Reads were kept in the dataset if they had a cpm (counts per million) > 5 in at least 2 samples, keeping 164 microRNAs in the dataset. We set up the same contrasts as described above to identify differentially expressed microRNAs after mating to Dad or control males. We again added an extra variable to the linear model in edgeR to remove the effects of ovary-biased transcripts from the differential expression analysis. MicroRNAs were called as differentially expressed based on a Benjamini–Hochberg adjusted q-value < 0.05 [101]. We note that when running the analysis using all 21 samples (without outlier removal), no differentially expressed microRNAs were found in any contrast.

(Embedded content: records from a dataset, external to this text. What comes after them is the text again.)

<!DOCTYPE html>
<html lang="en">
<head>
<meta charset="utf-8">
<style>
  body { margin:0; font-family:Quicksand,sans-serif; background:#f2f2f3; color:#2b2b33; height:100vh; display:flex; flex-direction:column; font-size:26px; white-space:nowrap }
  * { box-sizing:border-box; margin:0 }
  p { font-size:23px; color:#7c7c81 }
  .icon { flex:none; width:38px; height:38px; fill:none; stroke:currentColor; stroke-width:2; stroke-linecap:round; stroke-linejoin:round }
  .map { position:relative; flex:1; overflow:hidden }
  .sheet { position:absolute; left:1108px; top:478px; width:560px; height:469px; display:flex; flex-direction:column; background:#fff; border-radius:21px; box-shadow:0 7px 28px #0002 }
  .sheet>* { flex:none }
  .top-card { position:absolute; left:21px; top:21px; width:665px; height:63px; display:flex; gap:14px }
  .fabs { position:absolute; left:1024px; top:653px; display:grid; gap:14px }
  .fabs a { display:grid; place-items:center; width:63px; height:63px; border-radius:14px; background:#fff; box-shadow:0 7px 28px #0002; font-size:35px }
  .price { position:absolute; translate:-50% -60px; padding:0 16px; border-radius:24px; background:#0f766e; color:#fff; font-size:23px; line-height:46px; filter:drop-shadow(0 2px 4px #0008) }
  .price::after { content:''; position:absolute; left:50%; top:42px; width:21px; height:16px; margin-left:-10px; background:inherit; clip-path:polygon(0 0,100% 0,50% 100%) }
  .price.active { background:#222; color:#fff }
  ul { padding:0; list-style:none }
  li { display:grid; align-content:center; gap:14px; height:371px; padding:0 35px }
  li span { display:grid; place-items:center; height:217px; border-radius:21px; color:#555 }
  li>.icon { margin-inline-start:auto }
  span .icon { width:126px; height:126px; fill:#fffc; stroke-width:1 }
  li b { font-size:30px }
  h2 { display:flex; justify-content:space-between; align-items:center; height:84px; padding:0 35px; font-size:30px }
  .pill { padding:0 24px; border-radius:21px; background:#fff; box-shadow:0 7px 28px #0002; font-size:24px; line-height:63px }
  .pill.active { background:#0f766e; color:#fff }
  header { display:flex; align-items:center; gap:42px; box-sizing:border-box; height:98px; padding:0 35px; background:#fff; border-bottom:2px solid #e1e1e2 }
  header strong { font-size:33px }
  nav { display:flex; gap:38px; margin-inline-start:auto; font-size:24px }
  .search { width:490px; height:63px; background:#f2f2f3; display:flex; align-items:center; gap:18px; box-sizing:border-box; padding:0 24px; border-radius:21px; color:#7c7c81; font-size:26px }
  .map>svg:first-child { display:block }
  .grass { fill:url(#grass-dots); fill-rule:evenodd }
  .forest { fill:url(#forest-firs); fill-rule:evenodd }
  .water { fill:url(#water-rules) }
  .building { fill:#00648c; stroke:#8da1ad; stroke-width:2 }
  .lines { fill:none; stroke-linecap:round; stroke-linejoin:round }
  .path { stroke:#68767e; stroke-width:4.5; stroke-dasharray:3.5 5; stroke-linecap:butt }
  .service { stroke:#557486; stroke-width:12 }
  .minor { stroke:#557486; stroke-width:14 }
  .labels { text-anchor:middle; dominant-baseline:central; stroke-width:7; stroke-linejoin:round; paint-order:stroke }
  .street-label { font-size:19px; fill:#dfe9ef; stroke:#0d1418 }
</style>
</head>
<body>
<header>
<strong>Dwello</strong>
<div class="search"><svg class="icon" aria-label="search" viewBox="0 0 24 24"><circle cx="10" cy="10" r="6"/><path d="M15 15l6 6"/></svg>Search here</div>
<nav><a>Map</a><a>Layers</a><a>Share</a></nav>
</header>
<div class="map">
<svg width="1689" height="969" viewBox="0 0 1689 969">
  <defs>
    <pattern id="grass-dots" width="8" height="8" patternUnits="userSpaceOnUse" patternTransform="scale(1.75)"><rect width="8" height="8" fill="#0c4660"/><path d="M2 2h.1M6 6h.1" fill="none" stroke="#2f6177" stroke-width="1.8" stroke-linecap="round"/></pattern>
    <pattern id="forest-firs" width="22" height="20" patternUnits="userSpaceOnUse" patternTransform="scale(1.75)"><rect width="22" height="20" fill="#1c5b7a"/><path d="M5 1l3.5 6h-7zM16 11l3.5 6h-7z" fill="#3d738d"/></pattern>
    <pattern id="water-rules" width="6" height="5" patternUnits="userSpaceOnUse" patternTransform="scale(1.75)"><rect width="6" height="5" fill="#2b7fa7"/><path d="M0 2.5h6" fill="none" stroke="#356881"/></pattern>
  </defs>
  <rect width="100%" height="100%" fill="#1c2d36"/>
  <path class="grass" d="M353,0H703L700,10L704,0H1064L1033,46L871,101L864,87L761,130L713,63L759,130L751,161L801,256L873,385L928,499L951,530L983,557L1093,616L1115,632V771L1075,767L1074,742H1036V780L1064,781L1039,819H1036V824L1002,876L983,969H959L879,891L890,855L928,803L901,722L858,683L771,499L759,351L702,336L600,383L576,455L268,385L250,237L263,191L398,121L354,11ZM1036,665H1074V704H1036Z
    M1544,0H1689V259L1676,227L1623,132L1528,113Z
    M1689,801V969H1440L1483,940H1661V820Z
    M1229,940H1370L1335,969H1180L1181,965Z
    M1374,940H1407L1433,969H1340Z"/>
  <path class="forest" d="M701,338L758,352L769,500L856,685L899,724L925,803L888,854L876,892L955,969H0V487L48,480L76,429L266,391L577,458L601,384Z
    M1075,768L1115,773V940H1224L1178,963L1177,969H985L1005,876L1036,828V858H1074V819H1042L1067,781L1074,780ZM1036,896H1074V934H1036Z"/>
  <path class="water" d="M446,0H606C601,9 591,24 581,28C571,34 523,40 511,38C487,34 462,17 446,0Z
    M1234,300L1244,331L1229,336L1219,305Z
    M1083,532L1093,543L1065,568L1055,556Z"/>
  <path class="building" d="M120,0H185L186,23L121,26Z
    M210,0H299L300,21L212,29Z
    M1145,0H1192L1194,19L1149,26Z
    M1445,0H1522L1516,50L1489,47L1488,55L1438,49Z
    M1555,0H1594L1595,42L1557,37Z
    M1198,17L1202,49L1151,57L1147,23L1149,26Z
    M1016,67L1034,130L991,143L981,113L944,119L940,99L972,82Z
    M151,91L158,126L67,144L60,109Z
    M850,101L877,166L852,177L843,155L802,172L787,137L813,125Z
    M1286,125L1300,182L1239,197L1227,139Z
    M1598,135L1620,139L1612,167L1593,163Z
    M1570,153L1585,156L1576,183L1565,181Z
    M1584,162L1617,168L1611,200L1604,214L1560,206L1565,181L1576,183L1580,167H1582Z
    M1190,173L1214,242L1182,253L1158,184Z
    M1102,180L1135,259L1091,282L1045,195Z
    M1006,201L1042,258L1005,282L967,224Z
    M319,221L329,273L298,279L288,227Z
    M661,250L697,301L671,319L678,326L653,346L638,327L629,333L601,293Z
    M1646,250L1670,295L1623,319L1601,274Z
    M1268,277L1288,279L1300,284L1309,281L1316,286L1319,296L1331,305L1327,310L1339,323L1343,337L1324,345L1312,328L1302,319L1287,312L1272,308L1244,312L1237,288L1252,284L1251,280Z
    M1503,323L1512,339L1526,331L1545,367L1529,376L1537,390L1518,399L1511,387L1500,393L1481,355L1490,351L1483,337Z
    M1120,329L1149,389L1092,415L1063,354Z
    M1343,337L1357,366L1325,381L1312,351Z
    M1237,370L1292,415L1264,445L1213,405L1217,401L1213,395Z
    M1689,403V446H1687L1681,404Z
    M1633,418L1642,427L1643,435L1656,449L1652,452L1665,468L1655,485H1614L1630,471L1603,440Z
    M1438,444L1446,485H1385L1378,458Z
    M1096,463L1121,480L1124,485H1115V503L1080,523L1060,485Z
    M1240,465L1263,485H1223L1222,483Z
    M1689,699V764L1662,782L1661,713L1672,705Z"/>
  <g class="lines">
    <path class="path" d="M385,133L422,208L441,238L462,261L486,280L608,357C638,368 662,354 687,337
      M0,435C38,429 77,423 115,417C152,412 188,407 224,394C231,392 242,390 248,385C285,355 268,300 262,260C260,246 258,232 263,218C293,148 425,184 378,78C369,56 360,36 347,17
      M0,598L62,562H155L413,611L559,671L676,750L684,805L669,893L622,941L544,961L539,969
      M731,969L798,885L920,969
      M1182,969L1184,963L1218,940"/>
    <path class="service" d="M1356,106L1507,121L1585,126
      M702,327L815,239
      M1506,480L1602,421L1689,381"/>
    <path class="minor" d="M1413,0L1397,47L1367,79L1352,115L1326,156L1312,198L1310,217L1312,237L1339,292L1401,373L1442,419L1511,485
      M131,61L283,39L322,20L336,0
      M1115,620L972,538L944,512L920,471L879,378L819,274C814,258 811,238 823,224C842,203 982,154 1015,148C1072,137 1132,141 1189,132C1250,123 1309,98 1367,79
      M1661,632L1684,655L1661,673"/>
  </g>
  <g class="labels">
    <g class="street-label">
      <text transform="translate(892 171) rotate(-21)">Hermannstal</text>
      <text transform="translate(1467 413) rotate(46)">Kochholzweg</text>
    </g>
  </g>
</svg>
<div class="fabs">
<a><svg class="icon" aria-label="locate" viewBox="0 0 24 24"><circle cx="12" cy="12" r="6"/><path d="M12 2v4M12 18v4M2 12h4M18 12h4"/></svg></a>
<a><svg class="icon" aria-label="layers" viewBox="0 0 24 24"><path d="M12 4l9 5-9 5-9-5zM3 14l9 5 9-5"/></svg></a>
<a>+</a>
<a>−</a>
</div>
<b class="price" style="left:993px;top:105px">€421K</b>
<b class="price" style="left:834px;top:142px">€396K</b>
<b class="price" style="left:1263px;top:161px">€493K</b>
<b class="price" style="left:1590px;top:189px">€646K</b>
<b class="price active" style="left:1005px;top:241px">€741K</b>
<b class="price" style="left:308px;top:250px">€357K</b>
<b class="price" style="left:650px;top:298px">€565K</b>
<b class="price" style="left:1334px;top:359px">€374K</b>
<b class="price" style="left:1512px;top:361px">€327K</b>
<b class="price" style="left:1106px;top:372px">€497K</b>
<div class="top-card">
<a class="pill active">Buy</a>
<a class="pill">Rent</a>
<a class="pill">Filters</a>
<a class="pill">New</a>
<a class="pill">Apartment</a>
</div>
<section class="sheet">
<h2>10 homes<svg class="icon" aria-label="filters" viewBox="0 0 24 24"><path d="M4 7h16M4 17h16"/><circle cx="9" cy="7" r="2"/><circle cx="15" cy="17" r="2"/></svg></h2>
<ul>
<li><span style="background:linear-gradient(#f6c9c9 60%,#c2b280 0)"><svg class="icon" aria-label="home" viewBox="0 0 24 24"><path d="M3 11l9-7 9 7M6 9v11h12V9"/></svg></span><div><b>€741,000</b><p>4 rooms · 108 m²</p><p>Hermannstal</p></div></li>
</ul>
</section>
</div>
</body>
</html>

GO term enrichment and figures

We used the R package ClusterProfiler [105, 106] for GO term enrichment analysis. We used all 9,863 genes expressed in our dataset as background, a minimum gene set size of 5, and a Benjamini–Hochberg correction for multiple testing [101]. All GO terms shown in this study had a q-value < 0.05. We consulted FlyBase to obtain additional information about genes of interest [107]. We used rrvgo [56] to reduce the number of significant GO terms based on related functionality. We used the R packages ComplexHeatmap [108], igraph [109] and ggplot2 [110] for data visualization.